**Work instructions:** Give back the records in full, with every line exactly as it was.

**Material for this task:**

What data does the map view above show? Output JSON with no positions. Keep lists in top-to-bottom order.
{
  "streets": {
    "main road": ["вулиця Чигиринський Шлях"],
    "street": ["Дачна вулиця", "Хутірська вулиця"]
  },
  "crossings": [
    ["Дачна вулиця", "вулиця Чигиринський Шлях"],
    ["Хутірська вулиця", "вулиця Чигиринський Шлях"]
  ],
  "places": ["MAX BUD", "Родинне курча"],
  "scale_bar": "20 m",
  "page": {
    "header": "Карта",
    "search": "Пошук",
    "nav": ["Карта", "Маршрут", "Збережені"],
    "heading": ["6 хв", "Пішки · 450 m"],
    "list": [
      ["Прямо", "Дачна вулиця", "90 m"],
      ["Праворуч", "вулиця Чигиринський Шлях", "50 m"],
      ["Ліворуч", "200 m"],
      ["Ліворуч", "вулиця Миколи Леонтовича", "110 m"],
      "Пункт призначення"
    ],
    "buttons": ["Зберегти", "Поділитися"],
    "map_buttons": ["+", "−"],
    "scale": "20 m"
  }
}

**Answer to this problem:**
What data does the map view above show? Output JSON with no positions. Keep lists in top-to-bottom order.
{
  "streets": {
    "main road": ["вулиця Чигиринський Шлях"],
    "street": ["Дачна вулиця", "Хутірська вулиця"]
  },
  "crossings": [
    ["Дачна вулиця", "вулиця Чигиринський Шлях"],
    ["Хутірська вулиця", "вулиця Чигиринський Шлях"]
  ],
  "places": ["MAX BUD", "Родинне курча"],
  "scale_bar": "20 m",
  "page": {
    "header": "Карта",
    "search": "Пошук",
    "nav": ["Карта", "Маршрут", "Збережені"],
    "heading": ["6 хв", "Пішки · 450 m"],
    "list": [
      ["Прямо", "Дачна вулиця", "90 m"],
      ["Праворуч", "вулиця Чигиринський Шлях", "50 m"],
      ["Ліворуч", "200 m"],
      ["Ліворуч", "вулиця Миколи Леонтовича", "110 m"],
      "Пункт призначення"
    ],
    "buttons": ["Зберегти", "Поділитися"],
    "map_buttons": ["+", "−"],
    "scale": "20 m"
  }
}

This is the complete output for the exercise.